__WHAT YOU HAVE TO DO__
Filter the records below for the word "Linckensstraße". Copy each line that holds it.

START DATA SHOWN

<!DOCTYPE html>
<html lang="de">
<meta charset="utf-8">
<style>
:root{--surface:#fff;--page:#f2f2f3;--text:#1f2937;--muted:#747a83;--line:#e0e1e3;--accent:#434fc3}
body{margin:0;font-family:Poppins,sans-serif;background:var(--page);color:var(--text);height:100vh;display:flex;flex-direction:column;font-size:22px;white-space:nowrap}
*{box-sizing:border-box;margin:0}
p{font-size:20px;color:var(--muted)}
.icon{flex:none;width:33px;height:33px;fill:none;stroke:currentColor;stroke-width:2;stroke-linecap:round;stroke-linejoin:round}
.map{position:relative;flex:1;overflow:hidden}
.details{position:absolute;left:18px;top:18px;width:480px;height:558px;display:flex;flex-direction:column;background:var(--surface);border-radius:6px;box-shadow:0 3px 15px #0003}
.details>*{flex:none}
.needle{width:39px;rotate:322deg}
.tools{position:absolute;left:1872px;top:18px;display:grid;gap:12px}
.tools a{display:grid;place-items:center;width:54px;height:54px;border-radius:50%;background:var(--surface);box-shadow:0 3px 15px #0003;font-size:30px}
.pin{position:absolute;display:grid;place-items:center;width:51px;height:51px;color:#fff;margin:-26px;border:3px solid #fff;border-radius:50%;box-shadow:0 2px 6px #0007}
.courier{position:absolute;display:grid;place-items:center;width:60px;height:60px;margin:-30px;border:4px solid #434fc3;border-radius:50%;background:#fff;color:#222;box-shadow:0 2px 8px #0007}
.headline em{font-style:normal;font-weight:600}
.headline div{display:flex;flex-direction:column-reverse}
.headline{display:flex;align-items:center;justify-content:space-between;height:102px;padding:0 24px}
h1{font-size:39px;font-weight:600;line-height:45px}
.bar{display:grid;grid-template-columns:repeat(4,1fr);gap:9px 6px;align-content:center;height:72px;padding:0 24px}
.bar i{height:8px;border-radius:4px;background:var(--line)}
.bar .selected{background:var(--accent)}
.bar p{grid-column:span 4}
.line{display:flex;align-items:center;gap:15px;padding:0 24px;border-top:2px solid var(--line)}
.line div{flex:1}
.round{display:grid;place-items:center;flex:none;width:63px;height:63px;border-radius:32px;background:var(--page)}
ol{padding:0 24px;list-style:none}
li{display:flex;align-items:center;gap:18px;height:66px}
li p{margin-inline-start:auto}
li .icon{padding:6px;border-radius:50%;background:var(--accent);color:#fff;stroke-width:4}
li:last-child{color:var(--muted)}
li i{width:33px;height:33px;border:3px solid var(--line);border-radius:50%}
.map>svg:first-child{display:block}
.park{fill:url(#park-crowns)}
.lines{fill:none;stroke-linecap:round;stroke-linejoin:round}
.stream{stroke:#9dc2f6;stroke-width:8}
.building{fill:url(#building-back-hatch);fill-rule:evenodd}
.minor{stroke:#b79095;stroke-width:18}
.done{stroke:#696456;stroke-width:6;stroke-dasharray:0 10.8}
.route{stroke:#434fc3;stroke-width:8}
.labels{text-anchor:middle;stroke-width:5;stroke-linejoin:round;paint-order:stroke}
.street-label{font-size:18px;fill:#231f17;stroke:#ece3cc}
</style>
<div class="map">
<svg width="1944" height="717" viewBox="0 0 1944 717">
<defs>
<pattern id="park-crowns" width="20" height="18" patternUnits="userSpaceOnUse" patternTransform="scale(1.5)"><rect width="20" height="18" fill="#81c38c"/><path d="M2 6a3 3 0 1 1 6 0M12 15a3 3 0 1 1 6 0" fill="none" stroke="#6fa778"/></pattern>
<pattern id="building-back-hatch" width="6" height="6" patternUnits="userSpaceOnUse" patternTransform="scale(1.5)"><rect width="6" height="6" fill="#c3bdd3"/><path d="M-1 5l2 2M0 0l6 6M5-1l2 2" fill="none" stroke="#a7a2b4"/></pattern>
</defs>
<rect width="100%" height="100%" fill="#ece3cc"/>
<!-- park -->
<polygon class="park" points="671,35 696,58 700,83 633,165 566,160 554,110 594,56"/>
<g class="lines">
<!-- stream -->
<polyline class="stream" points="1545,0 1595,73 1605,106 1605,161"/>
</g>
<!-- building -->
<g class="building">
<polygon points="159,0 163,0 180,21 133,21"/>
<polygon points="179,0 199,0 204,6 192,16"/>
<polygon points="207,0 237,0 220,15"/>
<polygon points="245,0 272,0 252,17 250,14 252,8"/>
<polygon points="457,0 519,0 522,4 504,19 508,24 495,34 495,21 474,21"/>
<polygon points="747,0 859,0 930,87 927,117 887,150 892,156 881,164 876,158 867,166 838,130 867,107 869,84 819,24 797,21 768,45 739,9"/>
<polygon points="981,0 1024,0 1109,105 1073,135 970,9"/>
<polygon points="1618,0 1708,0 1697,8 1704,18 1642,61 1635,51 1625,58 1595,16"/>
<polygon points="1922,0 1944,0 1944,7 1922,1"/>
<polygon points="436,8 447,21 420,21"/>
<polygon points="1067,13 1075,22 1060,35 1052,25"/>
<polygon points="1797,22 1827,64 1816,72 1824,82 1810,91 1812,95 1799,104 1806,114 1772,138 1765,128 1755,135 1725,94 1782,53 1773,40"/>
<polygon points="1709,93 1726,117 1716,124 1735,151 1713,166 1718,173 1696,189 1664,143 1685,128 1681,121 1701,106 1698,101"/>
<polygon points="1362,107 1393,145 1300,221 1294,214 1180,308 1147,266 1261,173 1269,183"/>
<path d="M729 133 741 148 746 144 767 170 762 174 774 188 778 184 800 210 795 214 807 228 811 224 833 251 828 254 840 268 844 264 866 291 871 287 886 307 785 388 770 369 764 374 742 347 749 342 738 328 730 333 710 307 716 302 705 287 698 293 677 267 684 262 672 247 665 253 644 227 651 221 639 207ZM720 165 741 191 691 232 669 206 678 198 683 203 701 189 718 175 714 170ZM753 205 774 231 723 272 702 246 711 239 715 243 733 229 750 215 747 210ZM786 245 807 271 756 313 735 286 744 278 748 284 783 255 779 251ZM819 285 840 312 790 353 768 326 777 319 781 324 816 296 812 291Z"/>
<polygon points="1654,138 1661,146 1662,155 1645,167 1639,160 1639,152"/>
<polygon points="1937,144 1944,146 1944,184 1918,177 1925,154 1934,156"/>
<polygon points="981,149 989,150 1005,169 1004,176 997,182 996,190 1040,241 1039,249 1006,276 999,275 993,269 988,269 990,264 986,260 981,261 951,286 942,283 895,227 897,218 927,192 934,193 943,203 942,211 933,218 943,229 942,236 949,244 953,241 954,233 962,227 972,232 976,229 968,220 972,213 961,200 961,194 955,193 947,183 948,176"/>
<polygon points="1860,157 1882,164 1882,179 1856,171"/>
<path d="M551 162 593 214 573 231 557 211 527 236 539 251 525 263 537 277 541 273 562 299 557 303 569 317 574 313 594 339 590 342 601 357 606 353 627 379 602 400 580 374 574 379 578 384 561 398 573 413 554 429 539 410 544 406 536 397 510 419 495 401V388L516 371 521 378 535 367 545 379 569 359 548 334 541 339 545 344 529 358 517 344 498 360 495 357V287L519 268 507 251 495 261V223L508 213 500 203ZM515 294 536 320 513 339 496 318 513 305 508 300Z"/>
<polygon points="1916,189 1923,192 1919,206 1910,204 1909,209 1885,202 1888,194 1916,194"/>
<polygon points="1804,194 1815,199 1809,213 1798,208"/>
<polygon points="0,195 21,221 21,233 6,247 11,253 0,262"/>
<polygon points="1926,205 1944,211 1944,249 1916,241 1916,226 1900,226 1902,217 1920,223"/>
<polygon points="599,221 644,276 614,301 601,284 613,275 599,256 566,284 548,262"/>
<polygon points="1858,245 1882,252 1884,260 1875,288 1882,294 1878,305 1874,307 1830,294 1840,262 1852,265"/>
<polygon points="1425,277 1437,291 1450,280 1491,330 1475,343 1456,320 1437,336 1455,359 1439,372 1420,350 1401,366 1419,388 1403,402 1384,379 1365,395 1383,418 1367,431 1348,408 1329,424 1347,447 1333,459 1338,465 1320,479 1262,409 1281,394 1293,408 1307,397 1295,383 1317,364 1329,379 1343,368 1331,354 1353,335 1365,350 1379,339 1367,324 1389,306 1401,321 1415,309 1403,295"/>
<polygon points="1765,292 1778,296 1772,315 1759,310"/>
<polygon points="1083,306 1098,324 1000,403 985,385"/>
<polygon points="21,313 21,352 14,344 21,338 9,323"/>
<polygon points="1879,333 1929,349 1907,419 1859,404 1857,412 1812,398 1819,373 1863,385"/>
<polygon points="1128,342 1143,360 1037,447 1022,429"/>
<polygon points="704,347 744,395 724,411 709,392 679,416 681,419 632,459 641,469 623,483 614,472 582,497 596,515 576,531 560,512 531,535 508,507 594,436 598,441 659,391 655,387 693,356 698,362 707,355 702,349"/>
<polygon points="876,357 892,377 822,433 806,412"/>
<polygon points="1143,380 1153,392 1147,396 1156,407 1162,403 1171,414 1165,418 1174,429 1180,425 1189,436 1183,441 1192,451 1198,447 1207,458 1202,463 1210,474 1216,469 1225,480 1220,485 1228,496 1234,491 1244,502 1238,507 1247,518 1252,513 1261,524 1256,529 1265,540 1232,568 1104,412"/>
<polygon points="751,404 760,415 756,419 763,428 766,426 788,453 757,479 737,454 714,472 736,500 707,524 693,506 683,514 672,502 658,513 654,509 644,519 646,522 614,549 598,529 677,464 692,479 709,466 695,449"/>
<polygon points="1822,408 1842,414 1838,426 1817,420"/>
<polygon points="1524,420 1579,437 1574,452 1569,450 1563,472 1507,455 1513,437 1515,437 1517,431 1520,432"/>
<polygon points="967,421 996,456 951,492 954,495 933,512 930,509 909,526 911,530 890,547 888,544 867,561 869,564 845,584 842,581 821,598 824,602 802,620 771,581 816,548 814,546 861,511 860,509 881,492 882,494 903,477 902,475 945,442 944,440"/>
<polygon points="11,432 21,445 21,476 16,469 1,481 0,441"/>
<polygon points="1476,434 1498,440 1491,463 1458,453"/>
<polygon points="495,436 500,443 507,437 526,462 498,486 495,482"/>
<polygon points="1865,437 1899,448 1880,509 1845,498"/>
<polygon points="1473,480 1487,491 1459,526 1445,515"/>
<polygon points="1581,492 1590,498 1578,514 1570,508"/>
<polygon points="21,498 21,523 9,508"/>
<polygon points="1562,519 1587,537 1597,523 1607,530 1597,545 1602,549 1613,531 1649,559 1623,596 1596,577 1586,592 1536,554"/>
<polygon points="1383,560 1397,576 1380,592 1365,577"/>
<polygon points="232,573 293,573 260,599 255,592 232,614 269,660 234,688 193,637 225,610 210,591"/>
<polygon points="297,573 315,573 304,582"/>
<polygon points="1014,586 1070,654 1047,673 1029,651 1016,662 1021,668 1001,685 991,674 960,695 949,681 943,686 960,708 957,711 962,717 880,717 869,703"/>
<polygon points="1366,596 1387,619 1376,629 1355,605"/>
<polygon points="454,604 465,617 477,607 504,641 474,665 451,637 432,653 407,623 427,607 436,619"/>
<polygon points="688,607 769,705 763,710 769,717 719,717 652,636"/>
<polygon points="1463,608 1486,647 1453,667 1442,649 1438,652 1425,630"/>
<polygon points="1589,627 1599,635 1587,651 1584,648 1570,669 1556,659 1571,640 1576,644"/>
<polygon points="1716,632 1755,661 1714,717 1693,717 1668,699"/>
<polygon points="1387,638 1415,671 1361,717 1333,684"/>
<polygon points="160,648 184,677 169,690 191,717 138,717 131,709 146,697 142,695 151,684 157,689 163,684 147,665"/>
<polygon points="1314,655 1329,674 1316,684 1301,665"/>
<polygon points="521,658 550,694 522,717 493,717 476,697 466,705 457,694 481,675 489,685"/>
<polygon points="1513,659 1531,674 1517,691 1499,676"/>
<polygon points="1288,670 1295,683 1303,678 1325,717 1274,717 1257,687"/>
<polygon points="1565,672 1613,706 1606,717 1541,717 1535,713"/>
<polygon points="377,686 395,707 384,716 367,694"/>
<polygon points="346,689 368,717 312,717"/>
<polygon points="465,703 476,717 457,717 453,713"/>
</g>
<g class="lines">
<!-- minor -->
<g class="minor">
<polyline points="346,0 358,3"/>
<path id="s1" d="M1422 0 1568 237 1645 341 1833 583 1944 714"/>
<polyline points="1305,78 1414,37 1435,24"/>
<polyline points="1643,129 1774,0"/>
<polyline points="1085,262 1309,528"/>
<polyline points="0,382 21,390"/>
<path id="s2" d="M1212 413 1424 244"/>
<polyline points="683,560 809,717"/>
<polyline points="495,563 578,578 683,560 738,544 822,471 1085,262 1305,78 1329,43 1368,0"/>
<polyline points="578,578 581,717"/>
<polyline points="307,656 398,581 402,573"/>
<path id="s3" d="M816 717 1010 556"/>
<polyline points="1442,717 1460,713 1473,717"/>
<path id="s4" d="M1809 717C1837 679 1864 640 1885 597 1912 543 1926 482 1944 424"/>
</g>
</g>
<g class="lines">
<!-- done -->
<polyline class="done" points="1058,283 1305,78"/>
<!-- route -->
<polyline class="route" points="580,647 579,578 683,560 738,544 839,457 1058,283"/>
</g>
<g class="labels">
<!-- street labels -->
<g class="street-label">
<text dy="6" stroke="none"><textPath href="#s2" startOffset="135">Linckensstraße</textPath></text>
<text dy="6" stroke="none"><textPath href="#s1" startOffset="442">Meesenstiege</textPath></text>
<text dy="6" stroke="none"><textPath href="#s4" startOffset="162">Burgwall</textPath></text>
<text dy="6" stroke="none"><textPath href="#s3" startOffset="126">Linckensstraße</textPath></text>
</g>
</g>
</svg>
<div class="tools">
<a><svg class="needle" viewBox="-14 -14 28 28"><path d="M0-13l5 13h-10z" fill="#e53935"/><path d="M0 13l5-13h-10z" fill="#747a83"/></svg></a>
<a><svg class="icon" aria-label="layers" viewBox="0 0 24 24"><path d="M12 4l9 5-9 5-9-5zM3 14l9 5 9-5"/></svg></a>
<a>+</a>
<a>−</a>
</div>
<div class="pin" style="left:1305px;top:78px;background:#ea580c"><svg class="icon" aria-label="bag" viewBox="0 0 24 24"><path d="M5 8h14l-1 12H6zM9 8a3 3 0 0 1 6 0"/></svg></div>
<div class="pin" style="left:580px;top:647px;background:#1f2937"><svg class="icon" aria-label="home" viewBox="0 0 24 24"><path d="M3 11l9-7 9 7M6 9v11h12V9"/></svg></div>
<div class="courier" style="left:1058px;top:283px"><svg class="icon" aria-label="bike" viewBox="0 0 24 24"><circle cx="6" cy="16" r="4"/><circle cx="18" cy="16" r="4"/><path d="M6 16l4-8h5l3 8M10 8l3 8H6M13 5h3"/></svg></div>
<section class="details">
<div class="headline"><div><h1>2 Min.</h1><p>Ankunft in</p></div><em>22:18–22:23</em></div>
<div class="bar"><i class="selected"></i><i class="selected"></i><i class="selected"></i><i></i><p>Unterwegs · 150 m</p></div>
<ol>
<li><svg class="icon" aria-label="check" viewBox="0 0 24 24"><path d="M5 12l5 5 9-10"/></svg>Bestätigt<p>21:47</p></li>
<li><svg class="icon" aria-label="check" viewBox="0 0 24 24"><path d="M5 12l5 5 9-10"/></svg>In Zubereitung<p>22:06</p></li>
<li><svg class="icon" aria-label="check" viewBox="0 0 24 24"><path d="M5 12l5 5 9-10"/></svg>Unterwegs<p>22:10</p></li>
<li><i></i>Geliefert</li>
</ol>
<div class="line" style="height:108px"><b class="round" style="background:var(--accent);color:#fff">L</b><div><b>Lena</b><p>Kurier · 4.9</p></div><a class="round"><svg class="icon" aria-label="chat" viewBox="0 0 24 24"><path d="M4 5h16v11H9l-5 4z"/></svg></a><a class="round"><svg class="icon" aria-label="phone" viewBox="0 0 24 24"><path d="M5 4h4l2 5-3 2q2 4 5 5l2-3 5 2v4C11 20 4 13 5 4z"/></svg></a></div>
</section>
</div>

END DATA SHOWN

__TASK RESPONSE__
<text dy="6" stroke="none"><textPath href="#s2" startOffset="135">Linckensstraße</textPath></text>
<text dy="6" stroke="none"><textPath href="#s3" startOffset="126">Linckensstraße</textPath></text>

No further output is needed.